Task requirements:
Each record below gets repeated exactly, and pictures stay out of the copy.

━━━━━ Records shown

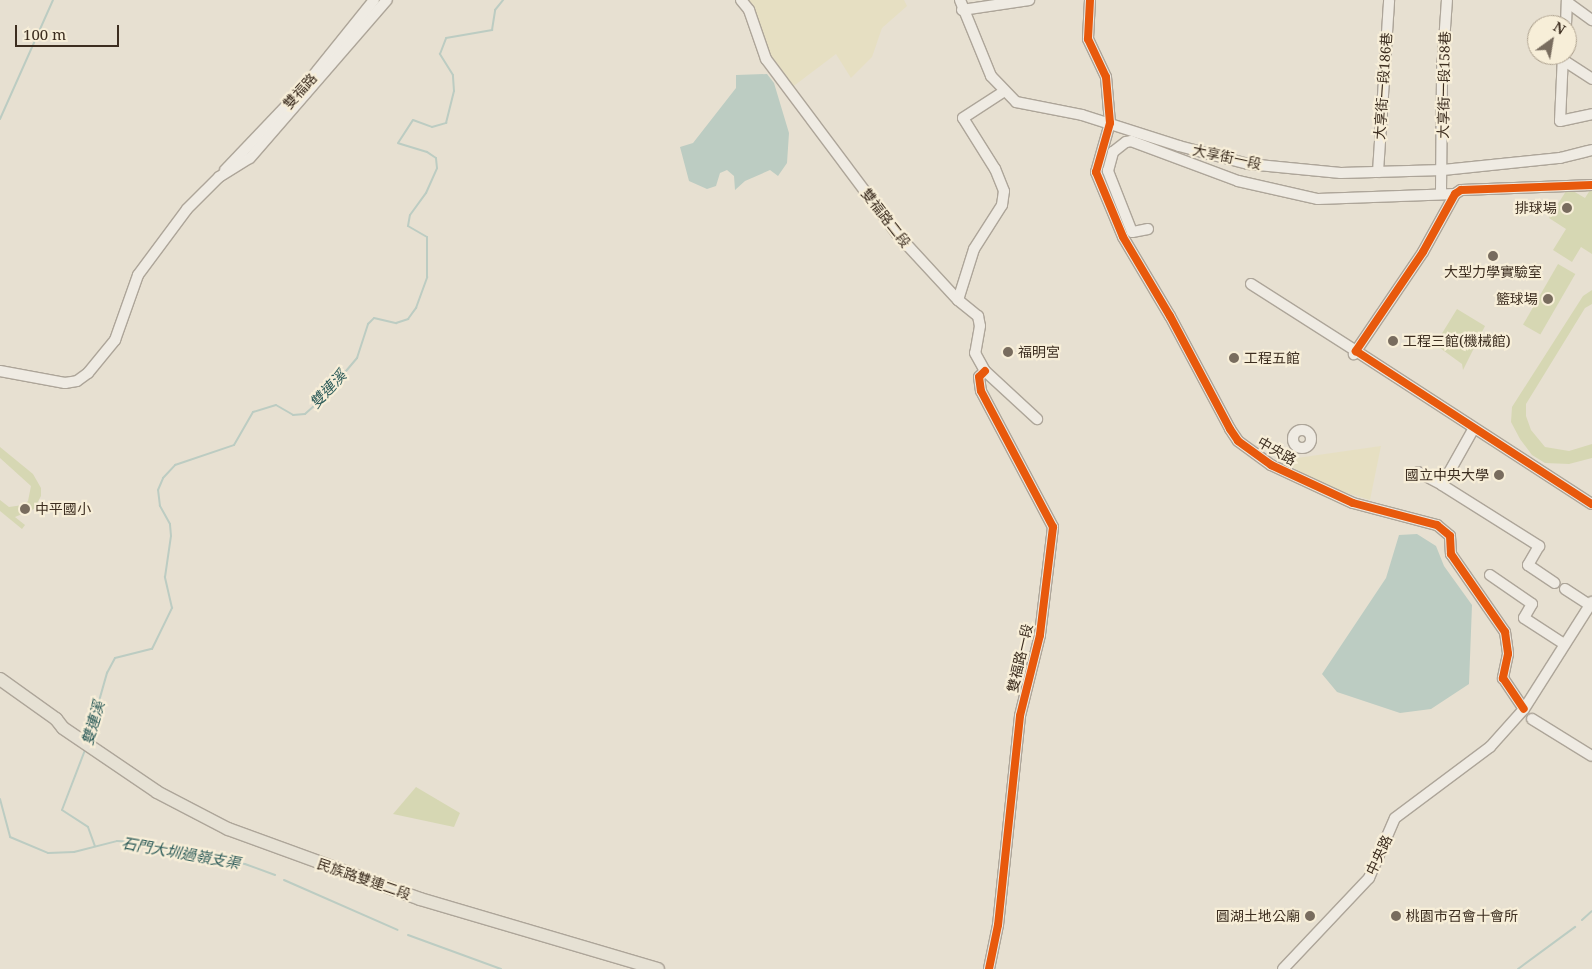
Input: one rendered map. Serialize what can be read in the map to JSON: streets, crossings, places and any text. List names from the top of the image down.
{
  "streets": {
    "main road": ["民族路雙連二段"],
    "street": [
      "大享街一段158巷",
      "大享街一段186巷",
      "雙福路",
      "大享街一段",
      "雙福路二段",
      "中央路",
      "雙福路一段"
    ]
  },
  "crossings": [
    ["大享街一段158巷", "大享街一段"],
    ["大享街一段186巷", "大享街一段"],
    ["大享街一段", "中央路"],
    ["雙福路二段", "雙福路一段"]
  ],
  "water": ["雙連溪", "石門大圳過嶺支渠"],
  "places": [
    "排球場",
    "大型力學實驗室",
    "籃球場",
    "工程三館(機械館)",
    "福明宮",
    "工程五館",
    "國立中央大學",
    "中平國小",
    "圓湖土地公廟",
    "桃園市召會十會所"
  ],
  "scale_bar": "100 m",
  "north": "top right"
}
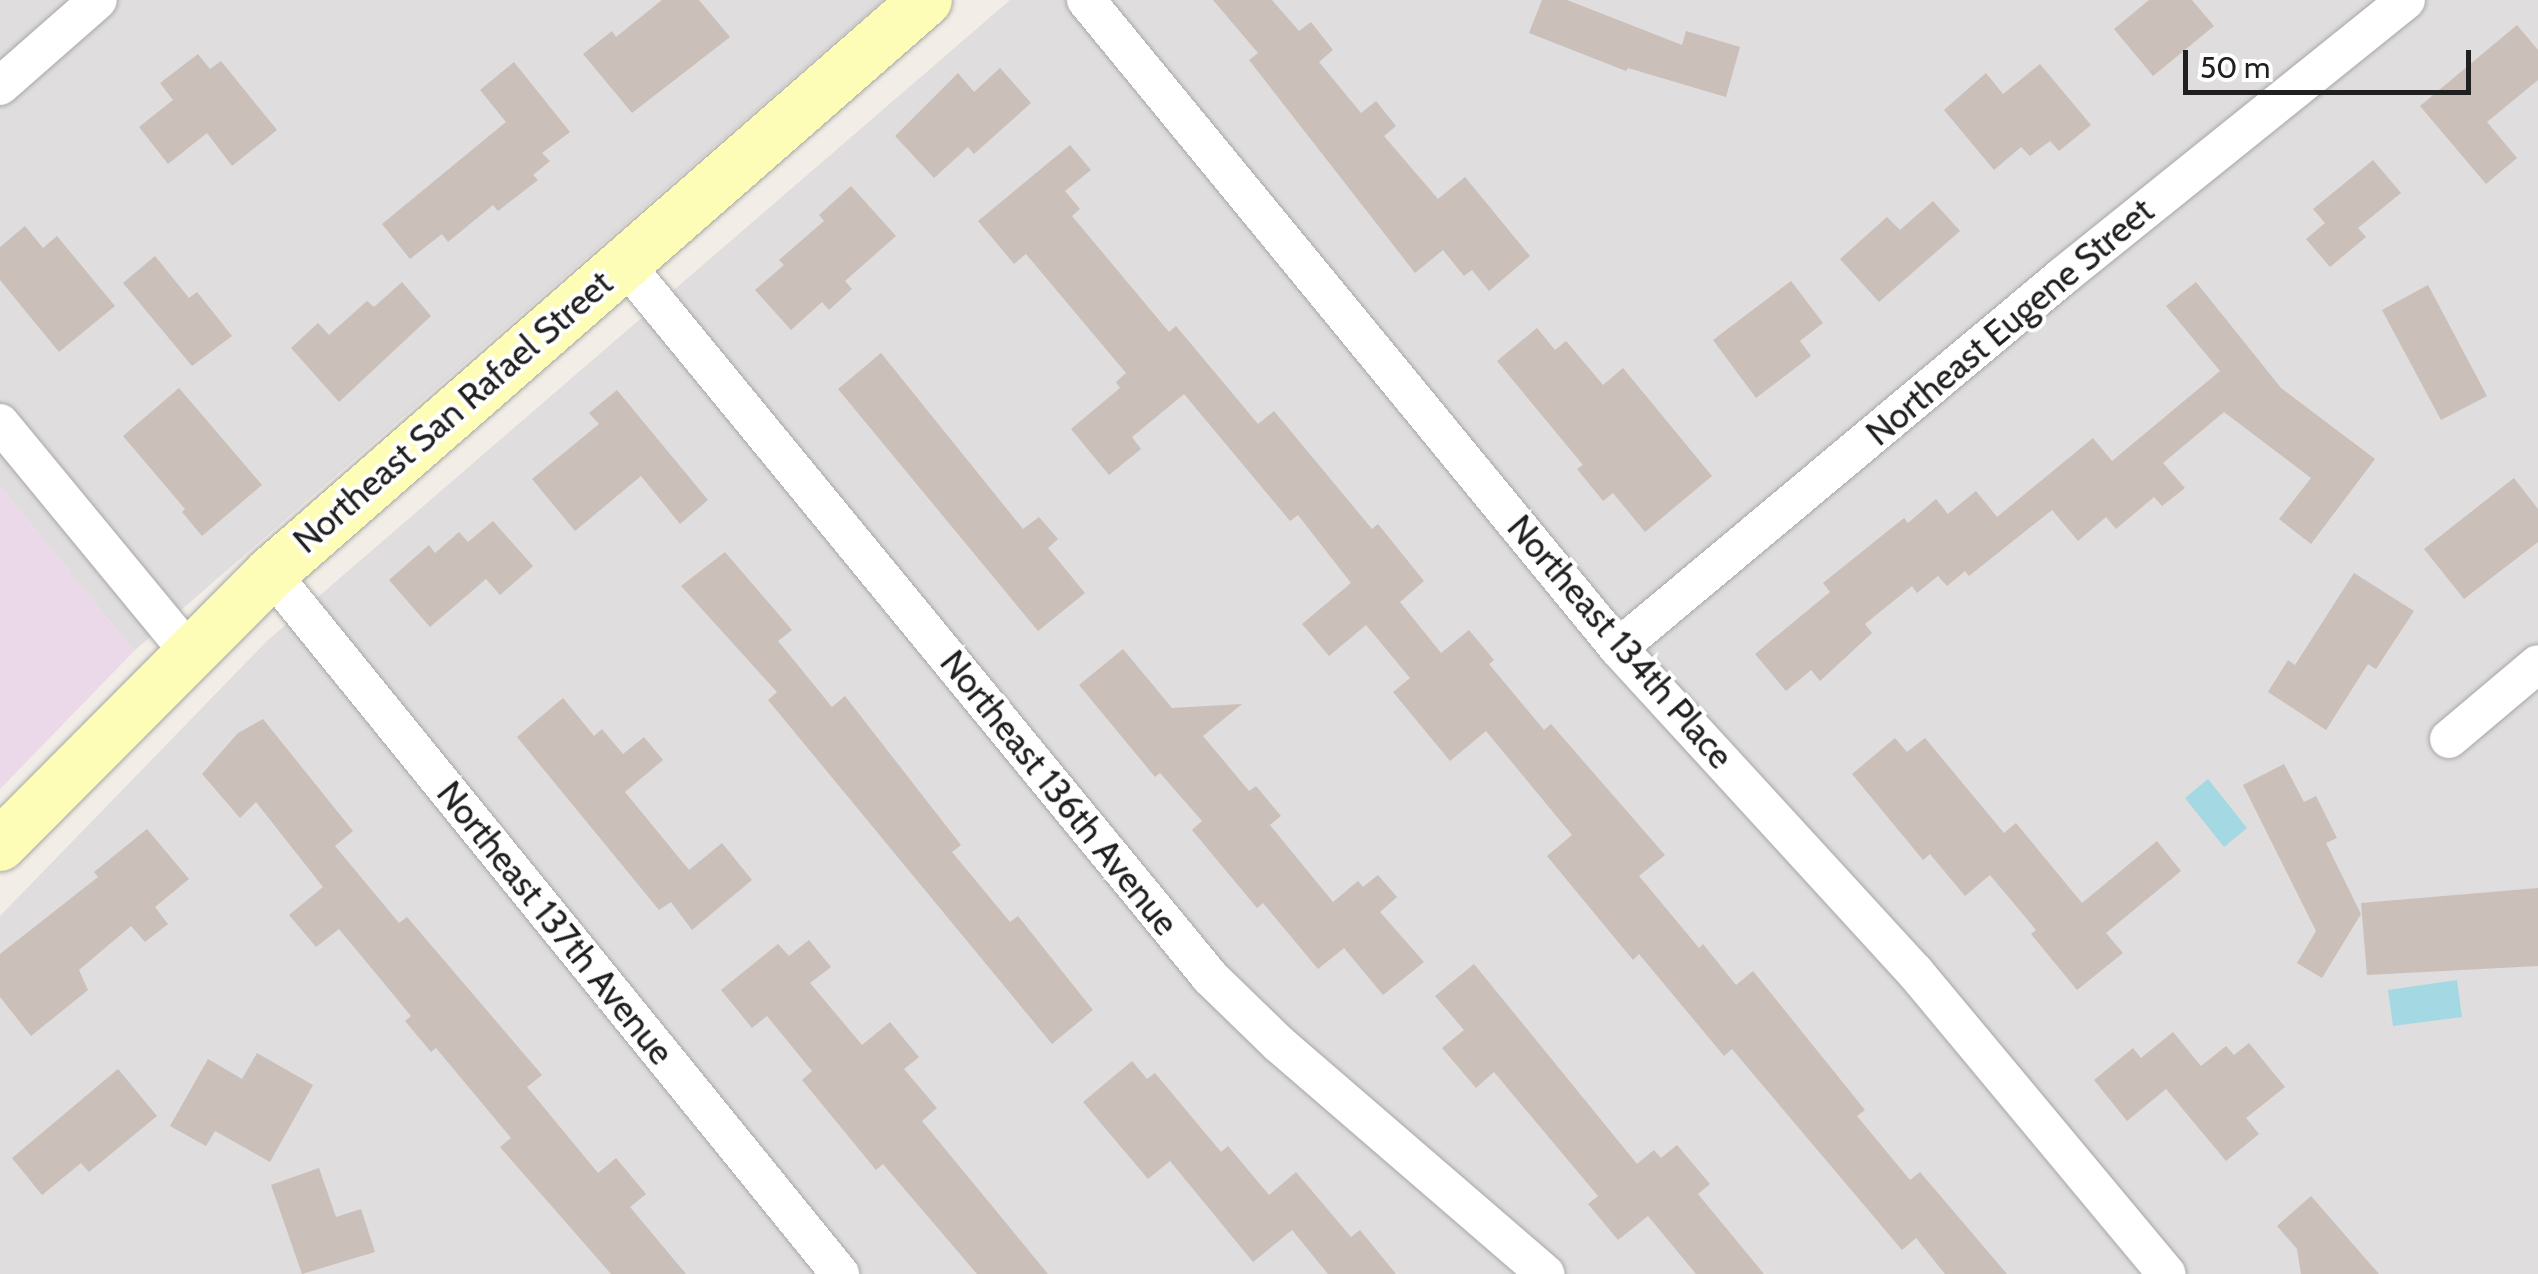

━━━━━━━━━━

Output for this task:
Input: one rendered map. Serialize what can be read in the map to JSON: streets, crossings, places and any text. List names from the top of the image down.
{
  "streets": {
    "main road": ["民族路雙連二段"],
    "street": [
      "大享街一段158巷",
      "大享街一段186巷",
      "雙福路",
      "大享街一段",
      "雙福路二段",
      "中央路",
      "雙福路一段"
    ]
  },
  "crossings": [
    ["大享街一段158巷", "大享街一段"],
    ["大享街一段186巷", "大享街一段"],
    ["大享街一段", "中央路"],
    ["雙福路二段", "雙福路一段"]
  ],
  "water": ["雙連溪", "石門大圳過嶺支渠"],
  "places": [
    "排球場",
    "大型力學實驗室",
    "籃球場",
    "工程三館(機械館)",
    "福明宮",
    "工程五館",
    "國立中央大學",
    "中平國小",
    "圓湖土地公廟",
    "桃園市召會十會所"
  ],
  "scale_bar": "100 m",
  "north": "top right"
}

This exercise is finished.